IN THE HIGH COURT OF JUSTICE

BUSINESS AND PROPERTY COURTS OF ENGLAND AND WALES

BUSINESS LIST (ChD)

The Rolls Building

7 Rolls Buildings

Fetter Lane

London EC4A 1NL

Jonathan Hill (instructed by TLT LLP) by the Claimant

Martin Budworth (instructed by Lawbriefs Ltd) for the Defendants

Hearing dates: 12–16 December 2022

Approved Judgment

I direct that pursuant to CPR PD 39A para 6.1 no official shorthand note shall be taken of this Judgment and that copies of this version as handed down may be treated as authentic.

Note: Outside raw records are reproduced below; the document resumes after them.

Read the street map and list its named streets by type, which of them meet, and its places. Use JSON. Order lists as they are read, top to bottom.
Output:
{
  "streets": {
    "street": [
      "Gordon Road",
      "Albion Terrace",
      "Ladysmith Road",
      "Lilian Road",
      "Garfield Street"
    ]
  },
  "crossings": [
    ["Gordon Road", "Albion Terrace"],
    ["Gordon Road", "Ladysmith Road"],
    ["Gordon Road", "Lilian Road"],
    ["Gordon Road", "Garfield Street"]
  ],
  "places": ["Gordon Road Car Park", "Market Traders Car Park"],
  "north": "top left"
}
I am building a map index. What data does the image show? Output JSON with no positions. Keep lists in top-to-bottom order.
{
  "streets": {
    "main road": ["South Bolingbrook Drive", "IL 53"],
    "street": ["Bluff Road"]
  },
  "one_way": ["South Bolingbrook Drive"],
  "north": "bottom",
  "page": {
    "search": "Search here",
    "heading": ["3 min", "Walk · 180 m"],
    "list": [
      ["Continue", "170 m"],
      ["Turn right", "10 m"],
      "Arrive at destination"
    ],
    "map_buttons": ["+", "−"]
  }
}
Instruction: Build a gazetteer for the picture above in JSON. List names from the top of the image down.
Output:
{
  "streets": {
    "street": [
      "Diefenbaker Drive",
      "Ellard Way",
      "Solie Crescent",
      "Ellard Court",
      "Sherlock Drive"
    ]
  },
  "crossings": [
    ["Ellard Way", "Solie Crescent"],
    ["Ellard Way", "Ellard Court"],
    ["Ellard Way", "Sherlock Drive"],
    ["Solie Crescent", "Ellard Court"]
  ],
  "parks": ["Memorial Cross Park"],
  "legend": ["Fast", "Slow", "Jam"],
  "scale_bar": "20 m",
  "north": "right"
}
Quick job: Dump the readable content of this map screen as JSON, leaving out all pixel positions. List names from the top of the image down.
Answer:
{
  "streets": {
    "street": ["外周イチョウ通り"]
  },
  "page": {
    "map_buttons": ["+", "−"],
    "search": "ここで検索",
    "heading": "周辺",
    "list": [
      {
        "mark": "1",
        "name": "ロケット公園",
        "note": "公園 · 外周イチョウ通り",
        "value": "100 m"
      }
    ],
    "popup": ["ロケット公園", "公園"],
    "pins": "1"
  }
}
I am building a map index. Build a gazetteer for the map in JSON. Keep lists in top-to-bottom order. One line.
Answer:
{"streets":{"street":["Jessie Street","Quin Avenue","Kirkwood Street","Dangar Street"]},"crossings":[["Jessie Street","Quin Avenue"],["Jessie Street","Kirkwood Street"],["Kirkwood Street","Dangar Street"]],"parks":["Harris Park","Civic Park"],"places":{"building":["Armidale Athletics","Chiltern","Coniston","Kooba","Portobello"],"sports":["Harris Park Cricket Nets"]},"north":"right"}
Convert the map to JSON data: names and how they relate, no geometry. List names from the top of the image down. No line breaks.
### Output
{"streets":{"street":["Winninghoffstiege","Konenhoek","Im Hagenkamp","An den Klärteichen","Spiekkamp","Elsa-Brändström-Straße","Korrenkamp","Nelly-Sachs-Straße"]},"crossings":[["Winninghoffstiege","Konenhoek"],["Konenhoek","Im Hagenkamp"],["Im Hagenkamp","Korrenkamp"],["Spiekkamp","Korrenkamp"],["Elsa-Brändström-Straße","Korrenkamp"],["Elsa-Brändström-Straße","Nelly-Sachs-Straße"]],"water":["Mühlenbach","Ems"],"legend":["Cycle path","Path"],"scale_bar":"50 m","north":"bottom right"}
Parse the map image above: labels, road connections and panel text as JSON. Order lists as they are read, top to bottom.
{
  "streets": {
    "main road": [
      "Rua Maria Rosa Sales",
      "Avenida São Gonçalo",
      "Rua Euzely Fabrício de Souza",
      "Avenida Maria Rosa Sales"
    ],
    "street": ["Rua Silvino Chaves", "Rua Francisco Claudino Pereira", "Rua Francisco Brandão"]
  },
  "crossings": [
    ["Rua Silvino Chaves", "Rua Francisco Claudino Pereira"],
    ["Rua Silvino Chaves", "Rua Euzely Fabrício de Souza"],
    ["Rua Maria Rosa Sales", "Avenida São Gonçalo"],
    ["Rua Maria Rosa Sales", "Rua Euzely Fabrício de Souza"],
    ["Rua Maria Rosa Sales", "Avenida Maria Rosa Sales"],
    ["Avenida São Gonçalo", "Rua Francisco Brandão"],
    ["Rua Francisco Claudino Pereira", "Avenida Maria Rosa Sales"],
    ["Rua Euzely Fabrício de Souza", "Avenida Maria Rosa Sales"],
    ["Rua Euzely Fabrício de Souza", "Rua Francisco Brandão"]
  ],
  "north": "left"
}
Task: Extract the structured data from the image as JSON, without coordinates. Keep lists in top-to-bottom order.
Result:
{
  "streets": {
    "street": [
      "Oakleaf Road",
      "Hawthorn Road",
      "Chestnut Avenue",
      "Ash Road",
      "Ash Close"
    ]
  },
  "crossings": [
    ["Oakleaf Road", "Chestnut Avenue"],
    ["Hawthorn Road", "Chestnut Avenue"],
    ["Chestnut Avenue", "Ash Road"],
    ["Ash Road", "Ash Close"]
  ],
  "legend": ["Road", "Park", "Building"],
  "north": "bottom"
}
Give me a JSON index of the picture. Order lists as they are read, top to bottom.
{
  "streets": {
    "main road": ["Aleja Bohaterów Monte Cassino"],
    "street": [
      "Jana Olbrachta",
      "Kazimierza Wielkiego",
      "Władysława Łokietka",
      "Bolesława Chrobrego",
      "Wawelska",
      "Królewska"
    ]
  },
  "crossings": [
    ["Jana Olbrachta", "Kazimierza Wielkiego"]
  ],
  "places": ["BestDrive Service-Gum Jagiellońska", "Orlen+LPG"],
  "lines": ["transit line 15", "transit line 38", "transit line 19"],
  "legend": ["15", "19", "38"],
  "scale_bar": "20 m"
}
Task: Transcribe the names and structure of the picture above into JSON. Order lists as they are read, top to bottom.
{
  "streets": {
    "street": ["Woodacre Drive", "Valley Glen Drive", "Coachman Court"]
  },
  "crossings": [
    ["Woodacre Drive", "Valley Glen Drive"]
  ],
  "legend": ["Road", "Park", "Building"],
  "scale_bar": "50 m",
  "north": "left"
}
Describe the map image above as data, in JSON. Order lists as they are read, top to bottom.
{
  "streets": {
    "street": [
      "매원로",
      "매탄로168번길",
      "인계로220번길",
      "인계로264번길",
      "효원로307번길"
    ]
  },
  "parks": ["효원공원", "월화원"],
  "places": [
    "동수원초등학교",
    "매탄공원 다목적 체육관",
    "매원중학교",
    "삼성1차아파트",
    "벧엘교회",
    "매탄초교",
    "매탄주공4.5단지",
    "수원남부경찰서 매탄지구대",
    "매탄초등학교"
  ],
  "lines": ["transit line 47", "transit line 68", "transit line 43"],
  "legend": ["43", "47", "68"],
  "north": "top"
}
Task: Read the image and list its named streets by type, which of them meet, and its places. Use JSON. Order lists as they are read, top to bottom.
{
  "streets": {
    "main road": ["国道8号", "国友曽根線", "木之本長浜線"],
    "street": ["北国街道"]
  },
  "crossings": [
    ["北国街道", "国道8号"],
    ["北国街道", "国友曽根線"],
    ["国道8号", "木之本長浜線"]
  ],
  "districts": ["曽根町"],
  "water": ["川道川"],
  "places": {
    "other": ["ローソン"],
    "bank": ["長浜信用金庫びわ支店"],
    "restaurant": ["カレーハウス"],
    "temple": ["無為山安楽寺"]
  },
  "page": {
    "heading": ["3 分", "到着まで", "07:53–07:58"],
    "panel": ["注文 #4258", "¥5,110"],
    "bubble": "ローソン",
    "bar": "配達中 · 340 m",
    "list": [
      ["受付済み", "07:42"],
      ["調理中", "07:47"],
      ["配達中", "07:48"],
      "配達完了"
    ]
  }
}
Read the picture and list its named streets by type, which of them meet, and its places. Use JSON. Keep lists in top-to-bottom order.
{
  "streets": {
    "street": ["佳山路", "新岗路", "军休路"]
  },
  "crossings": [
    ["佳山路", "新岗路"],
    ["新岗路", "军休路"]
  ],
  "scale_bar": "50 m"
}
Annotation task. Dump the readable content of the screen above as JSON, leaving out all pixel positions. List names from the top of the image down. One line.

Jonathan Hilliard KC sitting as Deputy Judge of the High Court:

Introduction and summary of conclusions

1

This claim is for misuse of information relating to the creation of a possible tax mitigation scheme by the Claimant, Kieran Corrigan & Co Ltd.

2

The claim is that in conjunction with experienced tax counsel, Michael Sherry, the Claimant devised a structure with several variants (the “Structure”) using the research and development ( “R&D”) relief provisions of the Corporation Tax Act 2009 (the “2009 Act”), that information relating to this structure was confidential, and that the Defendants have misused this information to their advantage to promote a structure of their own, which I shall refer to as the “Nemaura structure”. The Claimant therefore claims relief for (a) breach of confidence, (b) procuring breach of a contract, namely the non-disclosure agreement ( “NDA”) between the Claimant and a company in the First Defendant's group), and (c) unlawful means conspiracy. The relief sought in the Particulars includes a claim for an injunction and an order for delivery up, but they were dropped at trial, leaving a claim for an inquiry as to damages or equitable compensation, or at the Claimant's option an account of profits, together in either case with an order for payment of all sums found to be due pursuant to the inquiry or account.

3

Master Clark ordered on 18 November 2021 that there should be a split trial, with liability and quantum being decided separately. The hearing before me, which took place on 12 to 16 December 2022, dealt with liability only. I emphasise that and shall return to that point at the end. I asked during the trial for a number of written documents to be prepared, and the parties provided them to me after the conclusion of the trial, including an 11 January 2023 note on the relevant corporate tax analysis. I have carefully taken account of all the written and oral submissions, including the elegant closing submissions of Mr Budworth.

4

In my judgment:

(1) The First, Third and Fourth Defendants are liable for breach of confidence, but the Second Defendant, Mr Timol is not.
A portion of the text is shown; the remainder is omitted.